Zimbabwe: Crisis As Bulawayo De-Commissions Upper Ncema Dam

As the water situation across the country's major cities continues to worsen, the Bulawayo City Council has been forced to decommission one of its major sources of the precious liquid the Upper Ncema Dam.

In an interview with NewZimbabwe.com, the city's public relations officer, Bongiwe Ngwenya said the water levels in the decommissioned dam had plummeted to about 3.82%.

"The City of Bulawayo would like to advice the public that Upper Ncema Dam has been decommissioned with effect from Saturday, 8 June, 2019.

"Bulawayo City Council further advises consumers that the current 48 hour water shedding programme remains unchanged and residents are urged to conserve and use water sparingly," said Ngwenya.

Following the decommissioning of dam, Ngwenya said the city has remained with five sources of water.

"The city remains with five dams as available sources of surface water supply.
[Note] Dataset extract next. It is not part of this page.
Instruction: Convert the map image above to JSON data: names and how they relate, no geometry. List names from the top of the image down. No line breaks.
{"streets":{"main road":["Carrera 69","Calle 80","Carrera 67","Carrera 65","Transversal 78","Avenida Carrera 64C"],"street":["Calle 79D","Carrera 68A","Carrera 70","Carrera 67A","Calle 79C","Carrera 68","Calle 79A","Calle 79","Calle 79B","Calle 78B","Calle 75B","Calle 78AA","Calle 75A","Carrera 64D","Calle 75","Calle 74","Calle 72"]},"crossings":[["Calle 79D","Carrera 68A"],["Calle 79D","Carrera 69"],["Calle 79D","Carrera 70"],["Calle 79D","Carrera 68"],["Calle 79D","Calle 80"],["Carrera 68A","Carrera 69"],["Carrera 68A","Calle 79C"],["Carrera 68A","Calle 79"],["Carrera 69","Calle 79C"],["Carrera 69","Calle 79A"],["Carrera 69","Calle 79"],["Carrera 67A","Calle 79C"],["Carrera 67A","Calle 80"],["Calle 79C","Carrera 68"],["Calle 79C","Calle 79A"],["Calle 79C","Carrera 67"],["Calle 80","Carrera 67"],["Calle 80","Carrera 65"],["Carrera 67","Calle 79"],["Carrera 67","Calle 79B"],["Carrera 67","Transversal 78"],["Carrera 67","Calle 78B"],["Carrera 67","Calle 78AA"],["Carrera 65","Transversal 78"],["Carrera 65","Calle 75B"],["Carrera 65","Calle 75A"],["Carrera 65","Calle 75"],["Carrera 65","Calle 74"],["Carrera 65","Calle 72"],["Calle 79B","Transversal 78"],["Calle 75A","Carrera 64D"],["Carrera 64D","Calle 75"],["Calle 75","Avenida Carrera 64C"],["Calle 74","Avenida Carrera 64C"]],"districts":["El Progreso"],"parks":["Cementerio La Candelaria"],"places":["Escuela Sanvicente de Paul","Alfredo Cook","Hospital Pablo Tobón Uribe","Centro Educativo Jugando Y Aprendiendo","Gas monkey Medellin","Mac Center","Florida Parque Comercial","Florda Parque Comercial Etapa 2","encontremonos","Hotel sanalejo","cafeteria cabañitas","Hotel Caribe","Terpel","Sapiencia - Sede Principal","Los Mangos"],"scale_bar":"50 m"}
The total operational for all the dams is 50.70%," she said.

Bulawayo will now draw its water supplies from Lower Ncema, Umzingwane, Insiza, Mtshabezi and Inyankuni.

Bulawayo City Council introduced a 48-hour water shedding schedule in all suburbs. The country's second largest city has for years struggled to supply adequate water to its residents.

Calls for greater investment in water sources including the stalled Matabeleland-Zambezi Water Project seem to have fallen on deaf ears. The Gwayi-Shangani Dam construction has also hit a snag.

Harare the country's capital is also struggling with water supplies after a less than normal rain season while Zimbabwe's largest power source at Kariba on the Zambezi has had to scale down on generation due to low water levels.